With the blockchain, however, every step of the supply chain for food is traced digitally. Along the way, food products will be scanned and recorded, letting everyone involved authenticate the products. Processing plants can confirm they use fresh ingredients that are what they claim to be.
Distributors and retailers can then confirm the products they get are as advertised and safe to sell. Finally, consumers can confirm it is safe to eat their purchases and know exactly what they buy.
This same application of the blockchain can work for medication supply chains or anything else that people consume.
Real-World Applications of Blockchain in Supply Chains
There are already numerous real-world applications of blockchain technology in the supply chain today, many of which are in use or will soon be. One Australian automotive manufacturer pays suppliers using Bitcoin for direct, rapid payments with low fees. Using Bitcoin to pay third parties is a secure way to conduct business, and we’re sure to see more of this throughout the supply chain network.

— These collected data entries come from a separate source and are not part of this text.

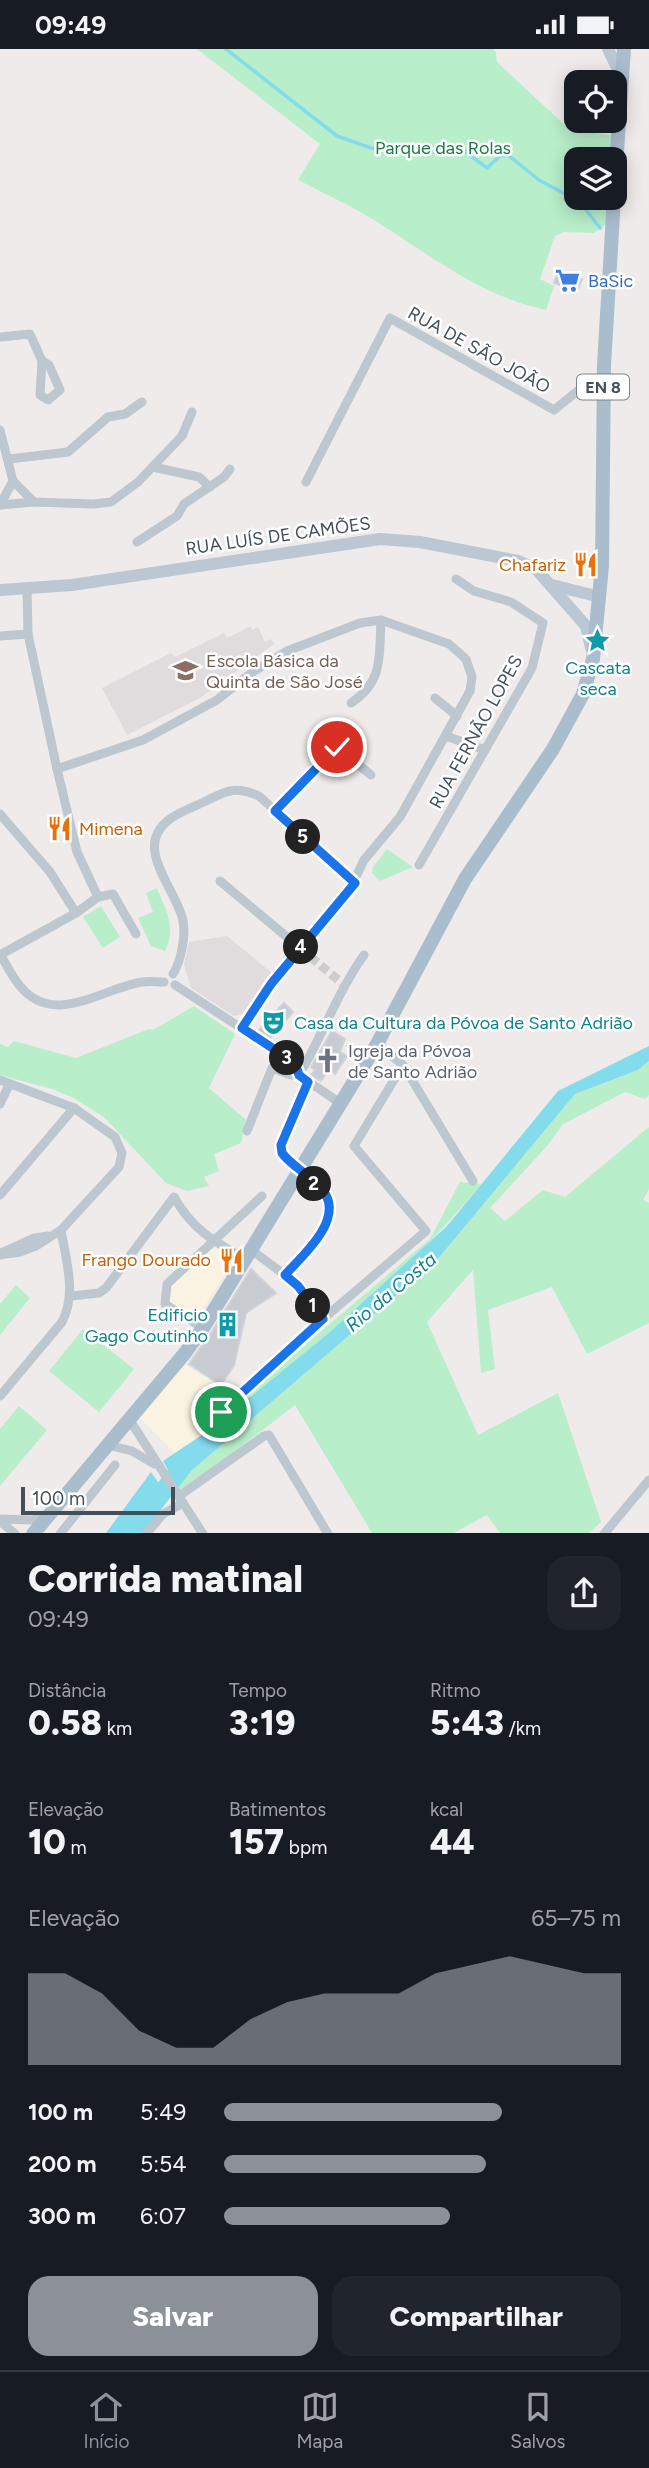 <!DOCTYPE html>
<html lang="pt">
<meta charset="utf-8">
<style>
:root{--surface:#171b24;--page:#20242c;--text:#f1f3f6;--muted:#9ea1a6;--line:#363941;--accent:#8c9099}
body{margin:0;font-family:Figtree,sans-serif;background:var(--page);color:var(--text);height:100vh;display:flex;flex-direction:column;font-size:26px;white-space:nowrap}
*{box-sizing:border-box;margin:0}
p{font-size:23px;color:var(--muted)}
.icon{flex:none;width:38px;height:38px;fill:none;stroke:currentColor;stroke-width:2;stroke-linecap:round;stroke-linejoin:round}
.map{position:relative;height:1484px;overflow:hidden}
.details{display:flex;flex-direction:column;background:var(--surface);flex:1}
.details>*{flex:none}
.fabs{position:absolute;left:564px;top:21px;display:grid;gap:14px}
.fabs a{display:grid;place-items:center;width:63px;height:63px;border-radius:14px;background:var(--surface);box-shadow:0 4px 18px #0003;font-size:35px}
.scale{position:absolute;left:21px;bottom:18px;width:154px;box-sizing:border-box;padding-left:7px;border:4px solid #445059;border-top:0;font-size:19px;line-height:24px;white-space:nowrap;color:#445059;-webkit-text-stroke:5px #fff;paint-order:stroke}
.pin{position:absolute;display:grid;place-items:center;width:60px;height:60px;color:#fff;margin:-30px;border:4px solid #fff;border-radius:50%;box-shadow:0 2px 7px #0007}
.km{position:absolute;width:35px;height:35px;margin:-18px;border-radius:50%;background:#222;color:#fff;font-size:19px;line-height:35px;text-align:center}
.round{display:grid;place-items:center;flex:none;width:74px;height:74px;border-radius:21px;background:var(--page)}
.overview{display:flex;align-items:center;justify-content:space-between;height:119px;padding:0 28px}
h1{font-size:38px;font-weight:800;line-height:52px}
.stats{display:grid;grid-template-columns:repeat(3,1fr);gap:10px;height:119px;padding:7px 28px}
.stats div{display:grid;align-content:center}
.stats b{font-size:35px;font-weight:800}
.stats small{font-size:19px;font-weight:400}
.stats p{font-size:19px}
.chart{height:196px;padding:14px 28px}
.chart p{display:flex;justify-content:space-between}
.chart svg{width:100%;height:126px;margin-top:7px;fill:var(--accent);opacity:.7}
.primary-button{display:flex;gap:14px;margin-top:auto;padding:14px 28px}
.primary-button a{flex:1;height:80px;border-radius:21px;background:var(--accent);color:#fff;font-size:28px;font-weight:800;line-height:80px;text-align:center}
.primary-button a+a{background:var(--page);color:var(--text)}
ul{padding:0 28px;list-style:none;font-size:23px}
li{display:grid;grid-template-columns:112px 84px 1fr;align-items:center;height:52px}
li i{height:18px;border-radius:9px;background:var(--accent)}
.status{display:flex;justify-content:space-between;align-items:center;height:49px;padding:0 35px;background:var(--surface);direction:ltr}
.status svg{height:19px;fill:currentColor}
.tabs{display:flex;justify-content:space-around;align-items:center;height:98px;border-top:2px solid var(--line);background:var(--surface);font-size:19px;color:var(--muted)}
.tabs a{display:grid;justify-items:center;gap:4px}
.tabs .selected{color:var(--accent)}
.map>svg:first-child{display:block}
.commercial{fill:#fbf3e2}
.education{fill:#e0dcde}
.green{fill:#b8eeca}
.water{fill:#84dbec}
.lines{fill:none;stroke-linecap:round;stroke-linejoin:round}
.stream{stroke:#84dbec;stroke-width:3.5}
.river{stroke:#84dbec;stroke-width:19}
.building{fill:#c8cbd1;stroke:#cfd2d8;stroke-width:2}
.street-tunnel{stroke:#cdccce;stroke-width:9;stroke-dasharray:9 4.5;stroke-linecap:butt}
.street{stroke:#bcc7cf;stroke-width:9}
.secondary{stroke:#bbc8d4;stroke-width:12}
.primary{stroke:#aabdcc;stroke-width:14}
.route-casing{stroke:#fff;stroke-width:14}
.route{stroke:#1a73e8;stroke-width:9}
.labels{text-anchor:middle;dominant-baseline:central;stroke-width:5;stroke-linejoin:round;paint-order:stroke}
.shield{fill:#fff;stroke:#7c848b;stroke-width:2}
.shield-label{font-size:16px;font-weight:bold;fill:#445059}
.park-label{font-size:18px;fill:#157a43;stroke:#fff}
.shop-label{font-size:18px;fill:#366cbe;stroke:#fff;text-anchor:start}
.street-label{font-size:18px;fill:#445059;stroke:#fff}
.food-label{font-size:18px;fill:#c56008;stroke:#fff;text-anchor:end}
.education-label{font-size:18px;fill:#785e54;stroke:#fff;text-anchor:start}
.culture-label{font-size:18px;fill:#0d838f;stroke:#fff}
.worship-label{font-size:18px;fill:#5b616d;stroke:#fff;text-anchor:start}
.water-label{font-size:19px;font-style:italic;fill:#0b8197;stroke:#fff}
</style>
<div class="status"><b>09:49</b><svg viewBox="0 0 49 12"><path d="M0 12V9h3v3zM5 12V6h3v6zM10 12V3h3v9zM15 12V0h3v12zM26 1h20v11H26zM47 4h2v5h-2z"/></svg></div>
<div class="map">
<svg width="649" height="1485" viewBox="0 0 649 1485">
<rect width="100%" height="100%" fill="#efebeb"/>
<g class="commercial">
<path d="M217 1196 236 1207 195 1273 168 1253V1238Z"/>
<path d="M185 1316 219 1336 214 1346 227 1362 214 1378 175 1404 137 1366Z"/>
</g>
<g class="education">
<path d="M251 577 252 581 258 578 265 593 271 590 274 595 200 649 127 686 102 639 171 604 175 608 224 584 227 589Z"/>
<path d="M227 887 272 924 242 965 234 967 191 939 184 915 189 893Z"/>
</g>
<g class="green">
<path d="M197 0H493L496 3 497 13 569 80 614 87 613 110H576V149H610L608 174 594 184 564 183 555 187 540 230 554 237 546 261C480 247 430 206 374 171 350 156 323 144 298 131L320 95Z"/>
<path d="M387 800 413 818 380 832 372 824 373 818Z"/>
<path d="M157 839C166 862 177 879 165 902L151 897 138 869 153 863 146 844Z"/>
<path d="M101 857 120 888 103 899 83 868Z"/>
<path d="M194 957 235 985 209 1039 246 1071 241 1094 214 1105 219 1122 204 1128 209 1137 187 1142 166 1134 105 1069 74 1049 52 1040 0 1026V995L8 998 14 992 76 1009 149 980 153 981Z"/>
<path d="M649 1012V1046L645 1050 625 1043 563 1075 547 1097 490 1159 505 1172 543 1141 565 1148 649 1078V1140L643 1151 649 1154V1274L587 1305 552 1238 488 1261 495 1320 481 1324 473 1221 427 1273 478 1386 558 1344 601 1473 589 1484H500L487 1466 454 1484H372L295 1356 229 1407 179 1441 176 1435 437 1211 575 1045 638 1021Z"/>
<path d="M460 1133 481 1135C406 1228 306 1302 214 1378L227 1362 430 1190Z"/>
<path d="M16 1236 30 1249 0 1286V1255Z"/>
<path d="M83 1280 134 1320 99 1363 49 1322Z"/>
<path d="M19 1357 47 1381 0 1437V1380Z"/>
</g>
<g class="water">
<path d="M649 997V1012L638 1021 575 1045 437 1211 176 1435 163 1412 214 1378 330 1283 447 1177 558 1042Z"/>
<path d="M151 1423 167 1446 139 1484H106Z"/>
</g>
<g class="lines">
<path class="stream" d="M226 0 337 87 371 99 418 104 463 101 487 119 500 107 508 106 539 131 580 153 600 179"/>
<path class="river" d="M130 1485 183 1417"/>
</g>
<g class="building">
<path d="M558 222 582 230 577 242 554 234Z"/>
<path d="M284 954 293 963 270 989 258 982Z"/>
<path d="M332 982 345 990 340 1003 347 1007 335 1025 328 1021 321 1032 311 1026 315 1021 311 1018Z"/>
<path d="M251 1220 276 1244 246 1264 234 1316 221 1336 189 1315 211 1284Z"/>
</g>
<g class="lines">
<path class="street-tunnel" d="M300 899 343 935"/>
<g class="street">
<path d="M0 288 30 285 42 312 49 316 60 341 48 351 40 346 42 312"/>
<path d="M0 381 13 432 0 456"/>
<path d="M9 410 68 403 108 368 125 365 142 353"/>
<path d="M153 418 199 428 210 438"/>
<path d="M13 432 34 453"/>
<path d="M306 433 390 269 554 361 580 340 603 342"/>
<path d="M0 456 34 453 93 455 111 453 138 433 182 387 192 363"/>
<path d="M137 493 177 467 184 455 224 428 230 420"/>
<path d="M27 539 28 585 57 720 77 803 98 848"/>
<path d="M0 587 28 585"/>
<path d="M435 649 457 667"/>
<path d="M351 654C384 632 379 607 381 571"/>
<path d="M446 687 485 701"/>
<path d="M57 720 143 691 217 651 251 624 287 602 360 574 381 571 449 595 466 610 472 628 470 642 400 768 364 811 348 844 271 935 242 979"/>
<path d="M275 762 337 698 371 726"/>
<path d="M0 765 50 823 76 864"/>
<path d="M419 816 532 619 543 574 511 553 474 542 456 530"/>
<path d="M220 832 300 899"/>
<path d="M0 905C6 915 12 928 20 937 54 979 102 939 142 933 149 932 157 933 164 933"/>
<path d="M0 906 76 864 98 848 113 845 136 885"/>
<path d="M173 925C181 912 186 887 183 872 177 840 131 798 170 770 179 763 193 758 204 753 226 742 234 736 259 747L355 834"/>
<path d="M175 936 295 1014 299 1026 340 1054"/>
<path d="M377 995 403 1016 473 1132"/>
<path d="M0 1031 74 1059 115 1088 122 1104 119 1118 61 1181 36 1197 20 1203 0 1206"/>
<path d="M0 1055 9 1036"/>
<path d="M247 1082 272 1019 291 1026H299C323 986 337 944 364 906"/>
<path d="M0 1146 74 1059"/>
<path d="M250 1200 285 1226C302 1208 341 1174 326 1146 317 1131 293 1118 282 1104L281 1096 308 1033"/>
<path d="M3 1203 34 1189 48 1187"/>
<path d="M285 1226 298 1237 323 1270"/>
<path d="M71 1247 99 1244 106 1239 174 1148C192 1180 213 1192 245 1210"/>
<path d="M203 1279 165 1255 167 1235 262 1147"/>
<path d="M0 1347 62 1273C77 1245 66 1211 61 1181"/>
<path d="M221 1363 323 1270 426 1182 354 1097 403 1016"/>
<path d="M129 1370 203 1485"/>
<path d="M108 1396 132 1402 154 1415"/>
<path d="M179 1447 264 1387 269 1386 328 1485"/>
<path d="M0 1470 32 1471 46 1467"/>
<path d="M0 1472 15 1485"/>
<path d="M60 1485 115 1416"/>
<path d="M146 1485 163 1465 183 1454"/>
<path d="M604 1485 649 1431"/>
</g>
<g class="secondary">
<path d="M608 0 622 29"/>
<path d="M552 536 600 548"/>
<path d="M0 541 72 536 380 490 420 493 518 512 536 520 586 577 591 599"/>
</g>
<g class="primary">
<path d="M614 147 624 0"/>
<path d="M33 1485 185 1304 203 1279 377 995 465 830 553 700 583 645 593 610 602 517 604 316 614 149"/>
</g>
</g>
<g class="lines">
<defs>
<path id="route" d="M221 1363 323 1270 298 1237 285 1226C301 1208 341 1174 326 1146 316 1129 293 1119 282 1104L281 1096 308 1033 299 1026 295 1014 242 979 271 935 355 834 275 762 337 698"/>
</defs>
<use href="#route" class="route-casing"/>
<use href="#route" class="route"/>
</g>
<defs>
<symbol id="supermarket-bare" viewBox="-9 -9 18 18"><path d="M-6-5.5h2.5l.6 2H6L4.5 2H-2.5L-4.4-4H-6ZM-1.5 3.2a1.3 1.3 0 1 0 .1 0ZM3 3.2a1.3 1.3 0 1 0 .1 0Z" fill="#3f7fe0" stroke="#fff" stroke-width="2.5" paint-order="stroke"/></symbol>
<symbol id="restaurant-bare" viewBox="-9 -9 18 18"><path d="M-5-6h1v4h1v-4h1v4h1v-4h1v5L-1.5 .5V6h-2V.5L-5-1ZM5-6V6H3V1.5H1.5Q1.5-4 5-6Z" fill="#e8710a" stroke="#fff" stroke-width="2.5" paint-order="stroke"/></symbol>
<symbol id="sight-bare" viewBox="-9 -9 18 18"><path d="M0-6L1.8-2.2L6-1.7L2.9 1.2L3.7 5.4L0 3.3L-3.7 5.4L-2.9 1.2L-6-1.7L-1.8-2.2Z" fill="#0f9aa8" stroke="#fff" stroke-width="2.5" paint-order="stroke"/></symbol>
<symbol id="school-bare" viewBox="-9 -9 18 18"><path d="M0-5L7-2L0 1L-7-2ZM-4 1L0 2.5L4 1V4Q0 6-4 4Z" fill="#8d6e63" stroke="#fff" stroke-width="2.5" paint-order="stroke"/></symbol>
<symbol id="theatre-bare" viewBox="-9 -9 18 18"><path d="M-5-5.5Q0-4 5-5.5V0Q5 5 0 6Q-5 5-5 0ZM-3.3-2.5H-1v1.5H-3.3ZM1-2.5H3.3v1.5H1ZM-2.8 1Q0 5.5 2.8 1Z" fill="#0f9aa8" stroke="#fff" stroke-width="2.5" paint-order="stroke"/></symbol>
<symbol id="church-bare" viewBox="-9 -9 18 18"><path d="M-1.2-6h2.4v3.5h3.3v2.4h-3.3V6h-2.4V-.1h-3.3v-2.4h3.3Z" fill="#6b7280" stroke="#fff" stroke-width="2.5" paint-order="stroke"/></symbol>
<symbol id="building-bare" viewBox="-9 -9 18 18"><path d="M-4-6H4V6H1V3H-1V6H-4ZM-2.5-4.3h1.7v1.8h-1.7ZM.8-4.3h1.7v1.8H.8ZM-2.5-1h1.7V.8h-1.7ZM.8-1h1.7V.8H.8Z" fill="#0f9aa8" stroke="#fff" stroke-width="2.5" paint-order="stroke"/></symbol>
</defs>
<g fill-rule="evenodd">
<use href="#supermarket-bare" x="550" y="214" width="35" height="35"/>
<use href="#restaurant-bare" x="568" y="498" width="35" height="35"/>
<use href="#sight-bare" x="580" y="574" width="35" height="35"/>
<use href="#school-bare" x="168" y="604" width="35" height="35"/>
<use href="#restaurant-bare" x="42" y="762" width="35" height="35"/>
<use href="#theatre-bare" x="256" y="956" width="35" height="35"/>
<use href="#church-bare" x="310" y="994" width="35" height="35"/>
<use href="#restaurant-bare" x="214" y="1194" width="35" height="35"/>
<use href="#building-bare" x="210" y="1258" width="35" height="35"/>
</g>
<g class="labels">
<rect class="shield" x="577" y="325.5" width="52" height="25" rx="5"/>
<g class="shield-label">
<text x="603" y="338">EN 8</text>
</g>
<g class="park-label">
<text x="443" y="99">Parque das Rolas</text>
</g>
<g class="shop-label">
<text x="588" y="232">BaSic</text>
</g>
<g class="street-label">
<text transform="translate(479 301) rotate(29)">RUA DE SÃO JOÃO</text>
<text transform="translate(278 487) rotate(-8)">RUA LUÍS DE CAMÕES</text>
<text transform="translate(476 683) rotate(-61)">RUA FERNÃO LOPES</text>
</g>
<g class="food-label">
<text x="566" y="516">Chafariz</text>
<text x="79" y="780" text-anchor="start">Mimena</text>
<text x="211" y="1211">Frango Dourado</text>
</g>
<g class="education-label">
<text x="206" y="612">Escola Básica da<tspan x="206" dy="21">Quinta de São José</tspan></text>
</g>
<g class="culture-label">
<text x="598" y="619">Cascata<tspan x="598" dy="21">seca</tspan></text>
<text x="294" y="974" text-anchor="start">Casa da Cultura da Póvoa de Santo Adrião</text>
<text x="208" y="1266" text-anchor="end">Edificio<tspan x="208" dy="21">Gago Coutinho</tspan></text>
</g>
<g class="worship-label">
<text x="348" y="1002">Igreja da Póvoa<tspan x="348" dy="21">de Santo Adrião</tspan></text>
</g>
<g class="water-label">
<text transform="translate(391 1243) rotate(-40)">Rio da Costa</text>
</g>
</g>
</svg>
<div class="fabs">
<a><svg class="icon" aria-label="locate" viewBox="0 0 24 24"><circle cx="12" cy="12" r="6"/><path d="M12 2v4M12 18v4M2 12h4M18 12h4"/></svg></a>
<a><svg class="icon" aria-label="layers" viewBox="0 0 24 24"><path d="M12 4l9 5-9 5-9-5zM3 14l9 5 9-5"/></svg></a>
</div>
<div class="scale">100 m</div>
<div class="pin" style="left:221px;top:1363px;background:#1e9e55"><svg class="icon" aria-label="arrive" viewBox="0 0 24 24"><path d="M6 21V4h12l-3 4 3 4H6"/></svg></div>
<div class="pin" style="left:337px;top:698px;background:#d93025"><svg class="icon" aria-label="check" viewBox="0 0 24 24"><path d="M5 12l5 5 9-10"/></svg></div>
<b class="km" style="left:313px;top:1257px">1</b>
<b class="km" style="left:314px;top:1135px">2</b>
<b class="km" style="left:287px;top:1009px">3</b>
<b class="km" style="left:301px;top:898px">4</b>
<b class="km" style="left:303px;top:788px">5</b>
</div>
<section class="details">
<div class="overview"><div><h1>Corrida matinal</h1><p>09:49</p></div><a class="round"><svg class="icon" aria-label="share" viewBox="0 0 24 24"><path d="M12 15V3M7 8l5-5 5 5M5 13v7h14v-7"/></svg></a></div>
<div class="stats">
<div><p>Distância</p><b>0.58<small> km</small></b></div>
<div><p>Tempo</p><b>3:19</b></div>
<div><p>Ritmo</p><b>5:43<small> /km</small></b></div>
</div>
<div class="stats">
<div><p>Elevação</p><b>10<small> m</small></b></div>
<div><p>Batimentos</p><b>157<small> bpm</small></b></div>
<div><p>kcal</p><b>44</b></div>
</div>
<div class="chart"><p><span>Elevação</span>65–75 m</p>
<svg viewBox="0 0 160 44" preserveAspectRatio="none"><path d="M0 44V12L10 12L20 19L30 32L40 38L50 38L60 28L70 22L80 19L90 19L100 19L110 12L120 9L130 6L140 9L150 12L160 12V44z"/></svg>
</div>
<ul>
<li><b>100 m</b>5:49<i style="width:70%"></i></li>
<li><b>200 m</b>5:54<i style="width:66%"></i></li>
<li><b>300 m</b>6:07<i style="width:57%"></i></li>
</ul>
<div class="primary-button"><a>Salvar</a><a>Compartilhar</a></div>
</section>
<nav class="tabs">
<a class="selected"><svg class="icon" aria-label="home" viewBox="0 0 24 24"><path d="M3 11l9-7 9 7M6 9v11h12V9"/></svg>Início</a>
<a><svg class="icon" aria-label="map" viewBox="0 0 24 24"><path d="M3 6l6-2 6 2 6-2v14l-6 2-6-2-6 2zM9 4v14M15 6v14"/></svg>Mapa</a>
<a><svg class="icon" aria-label="saved" viewBox="0 0 24 24"><path d="M7 4h10v16l-5-4-5 4z"/></svg>Salvos</a>
</nav>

Walmart uses the blockchain to track its pork sales within China so it is clear where each cut of meat comes from as well as information such as its sell-by, processing and storage dates. This way, if a recall becomes necessary, Walmart can see which batches were affected and where they were sold.
Systems are already in the early steps of monitoring pharmaceutical and food products that require cold storage. Sensors record vibration, humidity, and temperature, storing the information on the supply chain to guarantee product safety for consumption.
Another excellent use case of blockchain technology at work in real-time is IBM Blockchain. The tech giant uses blockchain to optimize their business transactions and trading relationships both in America and worldwide with the peace of mind knowing that data and essential information is secure. IBM’s use of blockchain is another testament to how major corporations are benefitting from using digital ledgers and are able to make vast improvements to their management systems.
As with many other areas of business, blockchain technologies are poised to revolutionize the way that supply chains function. By taking advantage of the blockchain, companies can delivery transparency in the supply chain, have more faith in their ability to keep up-to-date records, enjoy a scalable solution, appreciate the enhanced security and see numerous real-world applications.
Numerous major companies already use the blockchain in their supply chains, and other businesses have sprung up providing these same services to businesses of all sizes. The connections between supply chains and the blockchain, as well as the use cases, will likely continue to expand in the coming years.